Check every line of the data for the word "overflow", and copy those that have it.

■ ■ ■ ■ ■ ■ ■

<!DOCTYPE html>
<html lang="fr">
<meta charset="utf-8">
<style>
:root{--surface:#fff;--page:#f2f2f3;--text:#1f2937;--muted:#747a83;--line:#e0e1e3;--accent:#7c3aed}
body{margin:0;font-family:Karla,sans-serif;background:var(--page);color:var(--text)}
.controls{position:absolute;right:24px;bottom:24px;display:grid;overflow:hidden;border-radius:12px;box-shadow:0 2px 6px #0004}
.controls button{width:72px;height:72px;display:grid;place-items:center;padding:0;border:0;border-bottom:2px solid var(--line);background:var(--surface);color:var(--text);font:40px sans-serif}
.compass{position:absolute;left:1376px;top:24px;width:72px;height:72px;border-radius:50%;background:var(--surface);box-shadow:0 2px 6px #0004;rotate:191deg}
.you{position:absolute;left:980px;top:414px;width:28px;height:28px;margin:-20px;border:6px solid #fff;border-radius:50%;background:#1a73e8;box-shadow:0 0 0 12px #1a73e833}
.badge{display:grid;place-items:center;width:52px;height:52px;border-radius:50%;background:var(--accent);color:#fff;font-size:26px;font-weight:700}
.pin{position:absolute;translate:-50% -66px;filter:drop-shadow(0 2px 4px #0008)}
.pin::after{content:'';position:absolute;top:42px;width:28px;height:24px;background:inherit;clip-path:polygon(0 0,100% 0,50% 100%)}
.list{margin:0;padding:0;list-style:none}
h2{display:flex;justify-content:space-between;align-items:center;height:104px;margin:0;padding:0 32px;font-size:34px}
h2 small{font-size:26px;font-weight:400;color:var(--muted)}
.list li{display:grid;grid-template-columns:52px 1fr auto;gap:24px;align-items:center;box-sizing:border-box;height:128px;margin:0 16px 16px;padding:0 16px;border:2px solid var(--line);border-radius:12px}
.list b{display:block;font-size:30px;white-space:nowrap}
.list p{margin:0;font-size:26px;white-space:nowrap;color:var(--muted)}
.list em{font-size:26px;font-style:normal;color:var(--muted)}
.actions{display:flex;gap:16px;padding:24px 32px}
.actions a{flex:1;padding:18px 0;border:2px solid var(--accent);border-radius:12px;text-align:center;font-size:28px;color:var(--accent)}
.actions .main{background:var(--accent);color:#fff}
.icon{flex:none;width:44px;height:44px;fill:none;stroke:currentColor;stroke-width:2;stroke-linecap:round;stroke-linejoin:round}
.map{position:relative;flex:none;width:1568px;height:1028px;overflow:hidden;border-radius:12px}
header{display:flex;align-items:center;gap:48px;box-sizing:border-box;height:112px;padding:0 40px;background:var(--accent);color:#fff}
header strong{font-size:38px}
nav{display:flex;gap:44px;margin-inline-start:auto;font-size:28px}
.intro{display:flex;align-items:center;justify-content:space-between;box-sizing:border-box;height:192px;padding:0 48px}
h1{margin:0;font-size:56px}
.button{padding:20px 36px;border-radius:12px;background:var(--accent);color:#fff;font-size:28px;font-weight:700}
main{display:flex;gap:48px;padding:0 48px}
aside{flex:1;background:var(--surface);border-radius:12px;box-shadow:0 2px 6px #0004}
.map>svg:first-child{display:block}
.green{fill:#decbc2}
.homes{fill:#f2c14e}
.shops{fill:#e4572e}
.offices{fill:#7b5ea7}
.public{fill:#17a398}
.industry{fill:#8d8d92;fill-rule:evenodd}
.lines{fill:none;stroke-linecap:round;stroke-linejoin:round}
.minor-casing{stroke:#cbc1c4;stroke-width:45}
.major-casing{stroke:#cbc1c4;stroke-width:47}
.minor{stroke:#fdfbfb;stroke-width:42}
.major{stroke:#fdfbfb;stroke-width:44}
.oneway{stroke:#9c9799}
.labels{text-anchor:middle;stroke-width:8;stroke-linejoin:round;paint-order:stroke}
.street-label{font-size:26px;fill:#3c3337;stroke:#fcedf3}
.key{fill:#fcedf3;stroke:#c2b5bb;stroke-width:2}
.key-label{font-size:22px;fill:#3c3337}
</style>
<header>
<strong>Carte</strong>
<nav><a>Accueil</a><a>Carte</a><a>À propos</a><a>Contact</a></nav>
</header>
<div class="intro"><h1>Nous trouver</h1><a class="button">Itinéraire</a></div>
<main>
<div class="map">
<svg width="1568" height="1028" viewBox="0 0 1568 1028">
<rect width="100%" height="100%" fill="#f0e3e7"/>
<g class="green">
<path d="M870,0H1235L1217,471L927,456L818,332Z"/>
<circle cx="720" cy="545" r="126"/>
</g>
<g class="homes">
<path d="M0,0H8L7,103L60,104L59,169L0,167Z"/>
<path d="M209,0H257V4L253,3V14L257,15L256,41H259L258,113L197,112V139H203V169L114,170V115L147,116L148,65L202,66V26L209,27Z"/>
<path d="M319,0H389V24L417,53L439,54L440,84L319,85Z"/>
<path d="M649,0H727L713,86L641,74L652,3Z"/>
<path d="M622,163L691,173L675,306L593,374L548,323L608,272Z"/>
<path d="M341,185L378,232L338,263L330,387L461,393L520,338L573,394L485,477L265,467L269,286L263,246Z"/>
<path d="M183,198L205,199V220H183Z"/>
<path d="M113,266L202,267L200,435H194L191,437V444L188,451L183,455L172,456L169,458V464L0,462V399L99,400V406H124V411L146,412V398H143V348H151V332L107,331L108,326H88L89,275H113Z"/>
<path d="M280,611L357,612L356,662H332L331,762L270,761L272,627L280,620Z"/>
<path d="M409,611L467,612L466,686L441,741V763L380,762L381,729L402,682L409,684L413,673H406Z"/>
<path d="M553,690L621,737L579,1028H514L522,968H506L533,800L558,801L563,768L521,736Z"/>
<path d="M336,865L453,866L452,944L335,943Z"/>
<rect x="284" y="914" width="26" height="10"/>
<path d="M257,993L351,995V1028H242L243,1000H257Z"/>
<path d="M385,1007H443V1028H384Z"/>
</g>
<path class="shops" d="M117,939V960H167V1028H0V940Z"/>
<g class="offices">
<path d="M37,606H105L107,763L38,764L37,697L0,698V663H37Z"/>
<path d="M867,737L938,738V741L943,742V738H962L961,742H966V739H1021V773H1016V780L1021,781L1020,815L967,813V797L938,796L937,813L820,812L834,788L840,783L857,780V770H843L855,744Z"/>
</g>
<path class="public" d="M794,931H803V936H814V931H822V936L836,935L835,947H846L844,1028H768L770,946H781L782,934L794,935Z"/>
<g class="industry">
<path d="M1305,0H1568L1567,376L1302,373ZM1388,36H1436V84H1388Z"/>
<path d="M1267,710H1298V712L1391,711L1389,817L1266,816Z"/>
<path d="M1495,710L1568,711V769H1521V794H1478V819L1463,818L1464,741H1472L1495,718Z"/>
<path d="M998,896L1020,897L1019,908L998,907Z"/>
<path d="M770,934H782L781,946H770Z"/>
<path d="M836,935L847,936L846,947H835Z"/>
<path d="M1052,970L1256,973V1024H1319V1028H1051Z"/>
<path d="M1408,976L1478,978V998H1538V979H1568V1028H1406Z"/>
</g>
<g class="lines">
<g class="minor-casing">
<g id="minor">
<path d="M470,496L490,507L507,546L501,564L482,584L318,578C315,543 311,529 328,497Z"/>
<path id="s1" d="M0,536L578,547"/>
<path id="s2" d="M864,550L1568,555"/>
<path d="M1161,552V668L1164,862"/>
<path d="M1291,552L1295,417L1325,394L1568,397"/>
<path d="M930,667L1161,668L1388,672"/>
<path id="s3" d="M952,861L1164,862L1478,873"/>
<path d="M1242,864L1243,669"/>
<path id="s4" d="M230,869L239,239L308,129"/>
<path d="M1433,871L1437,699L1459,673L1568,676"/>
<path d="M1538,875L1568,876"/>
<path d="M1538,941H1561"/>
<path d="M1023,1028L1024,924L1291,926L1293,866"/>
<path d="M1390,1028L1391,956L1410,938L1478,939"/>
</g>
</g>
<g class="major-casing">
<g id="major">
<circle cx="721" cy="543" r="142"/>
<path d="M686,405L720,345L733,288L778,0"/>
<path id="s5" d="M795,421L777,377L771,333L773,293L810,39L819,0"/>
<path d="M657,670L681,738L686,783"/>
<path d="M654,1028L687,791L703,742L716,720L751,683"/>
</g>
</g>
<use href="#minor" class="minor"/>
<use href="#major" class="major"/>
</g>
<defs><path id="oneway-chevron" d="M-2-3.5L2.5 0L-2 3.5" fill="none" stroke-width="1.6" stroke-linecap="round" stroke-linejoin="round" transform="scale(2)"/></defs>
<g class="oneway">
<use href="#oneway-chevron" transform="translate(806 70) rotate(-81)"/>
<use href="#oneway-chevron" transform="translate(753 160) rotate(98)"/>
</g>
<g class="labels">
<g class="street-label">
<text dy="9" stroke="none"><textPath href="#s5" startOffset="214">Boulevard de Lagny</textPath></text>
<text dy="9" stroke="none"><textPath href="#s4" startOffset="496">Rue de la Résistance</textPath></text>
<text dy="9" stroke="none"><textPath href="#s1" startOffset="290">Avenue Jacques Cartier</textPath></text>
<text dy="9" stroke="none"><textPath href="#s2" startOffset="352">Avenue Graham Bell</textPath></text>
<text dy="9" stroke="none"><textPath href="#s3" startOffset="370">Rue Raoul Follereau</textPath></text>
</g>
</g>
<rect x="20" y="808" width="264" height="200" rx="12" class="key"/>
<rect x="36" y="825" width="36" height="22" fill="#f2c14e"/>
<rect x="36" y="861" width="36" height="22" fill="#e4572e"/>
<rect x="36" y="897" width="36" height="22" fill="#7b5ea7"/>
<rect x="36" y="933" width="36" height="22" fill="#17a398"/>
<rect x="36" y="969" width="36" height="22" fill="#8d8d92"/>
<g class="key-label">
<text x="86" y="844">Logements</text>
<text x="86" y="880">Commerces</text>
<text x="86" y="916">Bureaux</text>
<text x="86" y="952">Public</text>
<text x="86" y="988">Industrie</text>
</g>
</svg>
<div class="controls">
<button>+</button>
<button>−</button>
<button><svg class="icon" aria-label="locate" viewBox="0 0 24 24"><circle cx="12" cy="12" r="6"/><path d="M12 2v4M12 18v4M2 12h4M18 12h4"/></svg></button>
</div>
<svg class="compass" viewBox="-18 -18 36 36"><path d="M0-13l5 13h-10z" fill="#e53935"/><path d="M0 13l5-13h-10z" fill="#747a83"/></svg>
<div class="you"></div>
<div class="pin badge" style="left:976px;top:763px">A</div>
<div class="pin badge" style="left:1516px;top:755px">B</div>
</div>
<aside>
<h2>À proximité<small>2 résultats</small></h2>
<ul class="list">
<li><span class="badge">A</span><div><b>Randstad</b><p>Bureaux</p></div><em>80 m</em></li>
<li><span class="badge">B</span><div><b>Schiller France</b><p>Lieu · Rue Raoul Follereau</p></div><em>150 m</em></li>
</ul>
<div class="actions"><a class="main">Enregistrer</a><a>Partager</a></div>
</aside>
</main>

■ ■ ■ ■ ■ ■ ■

_Answer space_
.controls{position:absolute;right:24px;bottom:24px;display:grid;overflow:hidden;border-radius:12px;box-shadow:0 2px 6px #0004}
.map{position:relative;flex:none;width:1568px;height:1028px;overflow:hidden;border-radius:12px}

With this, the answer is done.